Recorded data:
((
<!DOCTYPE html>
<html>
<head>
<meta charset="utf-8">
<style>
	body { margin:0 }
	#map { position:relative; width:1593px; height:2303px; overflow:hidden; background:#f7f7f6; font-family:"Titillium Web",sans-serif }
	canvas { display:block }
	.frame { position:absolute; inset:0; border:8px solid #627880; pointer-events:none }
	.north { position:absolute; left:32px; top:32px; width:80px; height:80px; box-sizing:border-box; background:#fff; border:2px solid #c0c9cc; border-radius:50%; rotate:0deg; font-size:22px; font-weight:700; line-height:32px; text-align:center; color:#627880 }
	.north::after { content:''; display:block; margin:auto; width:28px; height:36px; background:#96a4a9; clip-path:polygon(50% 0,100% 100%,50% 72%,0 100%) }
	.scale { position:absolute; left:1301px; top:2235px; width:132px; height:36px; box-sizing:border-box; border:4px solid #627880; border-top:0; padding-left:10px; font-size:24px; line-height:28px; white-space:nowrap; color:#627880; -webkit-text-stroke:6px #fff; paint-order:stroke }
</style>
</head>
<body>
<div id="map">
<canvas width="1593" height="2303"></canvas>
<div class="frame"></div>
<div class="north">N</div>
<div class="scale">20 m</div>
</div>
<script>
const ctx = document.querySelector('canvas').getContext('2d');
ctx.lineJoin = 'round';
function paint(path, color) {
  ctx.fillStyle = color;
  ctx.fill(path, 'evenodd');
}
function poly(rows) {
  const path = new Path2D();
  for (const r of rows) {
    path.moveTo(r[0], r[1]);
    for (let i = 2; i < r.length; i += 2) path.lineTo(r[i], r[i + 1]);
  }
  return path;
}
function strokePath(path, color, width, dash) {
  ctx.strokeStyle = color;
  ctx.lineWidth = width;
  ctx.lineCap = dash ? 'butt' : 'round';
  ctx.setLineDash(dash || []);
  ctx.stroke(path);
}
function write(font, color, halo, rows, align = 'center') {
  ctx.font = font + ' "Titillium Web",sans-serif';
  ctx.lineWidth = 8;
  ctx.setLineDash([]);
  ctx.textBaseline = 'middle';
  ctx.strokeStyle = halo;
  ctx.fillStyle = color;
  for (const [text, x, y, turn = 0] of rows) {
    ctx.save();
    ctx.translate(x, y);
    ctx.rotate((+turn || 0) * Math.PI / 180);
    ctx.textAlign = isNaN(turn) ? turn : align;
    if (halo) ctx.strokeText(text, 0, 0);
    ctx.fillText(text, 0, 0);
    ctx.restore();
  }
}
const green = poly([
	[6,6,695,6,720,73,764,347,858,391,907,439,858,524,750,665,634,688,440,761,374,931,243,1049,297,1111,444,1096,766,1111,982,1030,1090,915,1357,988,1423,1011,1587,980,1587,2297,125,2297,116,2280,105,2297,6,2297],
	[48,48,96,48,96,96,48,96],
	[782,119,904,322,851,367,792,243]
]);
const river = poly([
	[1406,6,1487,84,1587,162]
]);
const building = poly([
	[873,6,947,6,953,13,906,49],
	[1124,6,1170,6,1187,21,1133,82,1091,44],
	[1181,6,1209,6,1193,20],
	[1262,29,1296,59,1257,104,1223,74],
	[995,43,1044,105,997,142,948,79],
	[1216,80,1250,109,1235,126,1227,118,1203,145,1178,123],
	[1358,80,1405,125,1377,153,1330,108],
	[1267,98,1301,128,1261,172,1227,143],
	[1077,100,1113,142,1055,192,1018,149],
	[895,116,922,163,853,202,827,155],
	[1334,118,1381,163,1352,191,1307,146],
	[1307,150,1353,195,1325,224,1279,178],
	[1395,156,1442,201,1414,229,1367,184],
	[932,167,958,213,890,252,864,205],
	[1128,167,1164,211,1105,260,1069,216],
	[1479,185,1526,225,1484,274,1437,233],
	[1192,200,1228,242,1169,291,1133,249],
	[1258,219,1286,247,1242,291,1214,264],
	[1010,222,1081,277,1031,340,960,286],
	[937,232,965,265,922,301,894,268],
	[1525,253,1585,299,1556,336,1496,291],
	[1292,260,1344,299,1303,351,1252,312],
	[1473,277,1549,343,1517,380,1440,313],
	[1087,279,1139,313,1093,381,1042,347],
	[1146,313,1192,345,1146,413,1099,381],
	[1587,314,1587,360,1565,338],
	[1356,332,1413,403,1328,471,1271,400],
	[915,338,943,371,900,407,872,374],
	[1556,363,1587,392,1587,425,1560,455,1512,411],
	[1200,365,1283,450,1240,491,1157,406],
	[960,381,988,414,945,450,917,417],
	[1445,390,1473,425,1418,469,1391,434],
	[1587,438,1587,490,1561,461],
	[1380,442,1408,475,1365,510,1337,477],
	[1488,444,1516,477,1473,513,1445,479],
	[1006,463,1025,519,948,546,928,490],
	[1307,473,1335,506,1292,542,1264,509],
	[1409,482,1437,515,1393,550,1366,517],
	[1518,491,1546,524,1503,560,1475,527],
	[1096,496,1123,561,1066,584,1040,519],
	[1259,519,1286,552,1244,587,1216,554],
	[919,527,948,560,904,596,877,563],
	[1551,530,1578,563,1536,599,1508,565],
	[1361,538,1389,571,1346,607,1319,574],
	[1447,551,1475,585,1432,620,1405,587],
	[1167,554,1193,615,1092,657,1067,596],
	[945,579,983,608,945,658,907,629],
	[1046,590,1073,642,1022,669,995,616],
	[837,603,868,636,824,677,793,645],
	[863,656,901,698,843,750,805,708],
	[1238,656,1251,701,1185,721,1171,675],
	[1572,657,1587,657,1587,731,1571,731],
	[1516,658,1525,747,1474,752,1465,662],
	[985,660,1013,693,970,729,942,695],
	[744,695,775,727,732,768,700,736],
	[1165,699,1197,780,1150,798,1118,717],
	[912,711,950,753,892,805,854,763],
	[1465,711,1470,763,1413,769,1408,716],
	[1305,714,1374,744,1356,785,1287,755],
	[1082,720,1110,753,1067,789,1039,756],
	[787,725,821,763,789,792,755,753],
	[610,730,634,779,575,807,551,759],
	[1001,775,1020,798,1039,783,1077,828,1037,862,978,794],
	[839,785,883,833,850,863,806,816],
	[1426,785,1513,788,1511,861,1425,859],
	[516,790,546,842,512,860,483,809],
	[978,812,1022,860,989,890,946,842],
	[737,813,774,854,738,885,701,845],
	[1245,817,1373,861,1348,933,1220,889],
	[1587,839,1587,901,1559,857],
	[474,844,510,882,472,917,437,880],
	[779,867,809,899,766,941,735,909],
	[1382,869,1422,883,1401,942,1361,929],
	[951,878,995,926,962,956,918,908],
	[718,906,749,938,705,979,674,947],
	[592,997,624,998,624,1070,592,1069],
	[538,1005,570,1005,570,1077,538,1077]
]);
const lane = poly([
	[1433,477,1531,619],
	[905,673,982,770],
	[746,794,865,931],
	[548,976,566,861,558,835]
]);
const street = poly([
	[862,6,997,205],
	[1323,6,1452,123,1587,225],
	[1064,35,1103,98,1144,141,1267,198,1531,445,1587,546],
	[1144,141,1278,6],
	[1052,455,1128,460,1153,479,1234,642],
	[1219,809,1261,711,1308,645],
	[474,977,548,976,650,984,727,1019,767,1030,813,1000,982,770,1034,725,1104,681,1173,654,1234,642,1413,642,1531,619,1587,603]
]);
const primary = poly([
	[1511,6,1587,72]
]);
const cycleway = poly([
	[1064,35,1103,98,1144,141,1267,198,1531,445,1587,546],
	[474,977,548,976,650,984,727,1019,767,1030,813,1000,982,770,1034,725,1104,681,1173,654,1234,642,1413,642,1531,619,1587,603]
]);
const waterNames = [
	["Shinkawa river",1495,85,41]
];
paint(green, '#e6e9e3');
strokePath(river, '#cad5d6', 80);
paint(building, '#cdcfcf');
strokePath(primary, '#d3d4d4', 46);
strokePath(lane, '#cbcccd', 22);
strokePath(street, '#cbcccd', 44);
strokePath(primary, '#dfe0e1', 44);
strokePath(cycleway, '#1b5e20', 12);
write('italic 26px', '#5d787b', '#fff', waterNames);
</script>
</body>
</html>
))
(Exercise aim) Which lines above include the word "function"? Show each one.

(Solution for this exercise)
function paint(path, color) {
function poly(rows) {
function strokePath(path, color, width, dash) {
function write(font, color, halo, rows, align = 'center') {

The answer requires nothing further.